Parallels in Evolution: From Siloed ISs to Integrated AI
Ioannis Patias 
Faculty of Mathematics and Informatics, University of Sofia St.Kliment Ohridski“, 5 James Bourchier blvd., 1164, Sofia, Bulgaria
patias@fmi.uni-sofia.bg
DOI: 10.46793/BISEC25.160P
ABSTRACT: The evolution of information systems (ISs) has mirrored a trajectory from siloed, task-oriented systems to integrated, process-oriented enterprise resource planning (ERP) systems. This transformation has been driven by the increasing complexity of business operations and the need for efficient, data-driven decision-making. As organizations sought to streamline processes and improve overall performance, the integration of disparate systems became a crucial priority. Concurrently, artificial intelligence (AI) has experienced a similar evolution. Early AI applications were often limited to specific tasks, such as image recognition or natural language processing. However, recent advancements have enabled the development of more sophisticated AI systems capable of understanding complex contexts and making autonomous decisions. This paper explores the parallels between the evolution of IS and AI, arguing that the future of AI lies in greater integration and process orientation. By examining historical trends and current developments, we identify key factors driving this convergence. These include the increasing availability of data, advances in machine learning algorithms, and the growing demand for automation and efficiency.
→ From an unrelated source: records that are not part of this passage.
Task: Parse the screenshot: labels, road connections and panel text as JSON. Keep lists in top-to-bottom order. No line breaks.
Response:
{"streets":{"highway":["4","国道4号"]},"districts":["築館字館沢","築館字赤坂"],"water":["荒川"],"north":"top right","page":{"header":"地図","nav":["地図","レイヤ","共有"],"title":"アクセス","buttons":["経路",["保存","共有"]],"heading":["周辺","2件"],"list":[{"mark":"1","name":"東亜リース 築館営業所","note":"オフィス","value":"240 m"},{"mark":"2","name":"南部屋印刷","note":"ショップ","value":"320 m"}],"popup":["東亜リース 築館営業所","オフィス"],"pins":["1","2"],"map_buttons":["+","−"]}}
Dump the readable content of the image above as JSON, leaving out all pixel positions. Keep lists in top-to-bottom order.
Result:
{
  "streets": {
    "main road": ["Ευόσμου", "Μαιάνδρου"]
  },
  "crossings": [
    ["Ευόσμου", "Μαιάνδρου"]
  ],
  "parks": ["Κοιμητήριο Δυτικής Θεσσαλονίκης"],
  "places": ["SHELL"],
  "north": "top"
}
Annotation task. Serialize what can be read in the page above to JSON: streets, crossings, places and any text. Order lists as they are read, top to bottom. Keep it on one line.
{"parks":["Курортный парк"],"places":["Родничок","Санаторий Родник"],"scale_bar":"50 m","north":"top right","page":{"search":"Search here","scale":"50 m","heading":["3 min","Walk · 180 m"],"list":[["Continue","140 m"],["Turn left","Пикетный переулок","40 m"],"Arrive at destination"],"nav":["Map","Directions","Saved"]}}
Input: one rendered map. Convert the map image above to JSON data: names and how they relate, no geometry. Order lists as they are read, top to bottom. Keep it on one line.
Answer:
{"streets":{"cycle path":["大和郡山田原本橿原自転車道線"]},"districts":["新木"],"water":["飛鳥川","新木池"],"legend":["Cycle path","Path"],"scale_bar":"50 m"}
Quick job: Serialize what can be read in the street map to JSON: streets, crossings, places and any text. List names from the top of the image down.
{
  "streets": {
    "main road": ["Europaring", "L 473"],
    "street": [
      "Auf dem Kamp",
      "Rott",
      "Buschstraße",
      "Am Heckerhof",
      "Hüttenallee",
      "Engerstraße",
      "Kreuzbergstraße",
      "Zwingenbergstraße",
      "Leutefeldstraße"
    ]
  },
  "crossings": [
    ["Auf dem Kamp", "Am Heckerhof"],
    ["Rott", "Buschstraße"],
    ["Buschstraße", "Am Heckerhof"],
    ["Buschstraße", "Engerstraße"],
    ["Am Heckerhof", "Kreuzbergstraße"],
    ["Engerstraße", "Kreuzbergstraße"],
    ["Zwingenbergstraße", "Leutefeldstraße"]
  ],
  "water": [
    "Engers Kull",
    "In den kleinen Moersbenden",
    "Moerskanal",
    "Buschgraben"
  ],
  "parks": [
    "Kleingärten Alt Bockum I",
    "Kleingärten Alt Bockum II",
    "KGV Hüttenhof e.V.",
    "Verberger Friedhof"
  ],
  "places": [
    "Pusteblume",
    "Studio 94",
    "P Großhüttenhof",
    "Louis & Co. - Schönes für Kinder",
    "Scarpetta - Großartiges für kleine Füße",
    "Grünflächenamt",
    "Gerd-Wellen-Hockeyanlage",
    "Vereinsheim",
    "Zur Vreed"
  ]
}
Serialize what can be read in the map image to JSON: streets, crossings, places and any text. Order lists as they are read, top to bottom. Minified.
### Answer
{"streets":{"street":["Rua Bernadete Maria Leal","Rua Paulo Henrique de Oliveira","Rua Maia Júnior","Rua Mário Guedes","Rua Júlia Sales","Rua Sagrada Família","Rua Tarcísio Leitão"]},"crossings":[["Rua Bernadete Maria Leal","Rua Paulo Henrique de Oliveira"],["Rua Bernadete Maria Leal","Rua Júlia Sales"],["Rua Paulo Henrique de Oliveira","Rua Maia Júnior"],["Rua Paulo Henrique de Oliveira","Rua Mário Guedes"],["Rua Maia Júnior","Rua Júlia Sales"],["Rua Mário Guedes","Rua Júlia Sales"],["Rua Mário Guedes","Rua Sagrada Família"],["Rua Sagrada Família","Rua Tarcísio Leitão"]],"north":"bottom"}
We propose that the next generation of AI will be characterized by its ability to seamlessly integrate with existing systems, understand and respond to organizational needs, and optimize processes across the entire enterprise. By leveraging AI’s potential to automate routine tasks, enhance decision-making, and uncover valuable insights, organizations can achieve significant competitive advantages.
KEYWORDS: Information System (IS), enterprise recourse planning (ERP), Artificial Intelligence (AI), AI Integration, Process Orientation
ACKNOWLEDGMENTS: The research of this author1 was supported by the European Union, through the project PANORAIMA (101189994) in the organisation <999887641 – SOFIA UNIVERSITY ST KLIMENT OHRIDSKI>.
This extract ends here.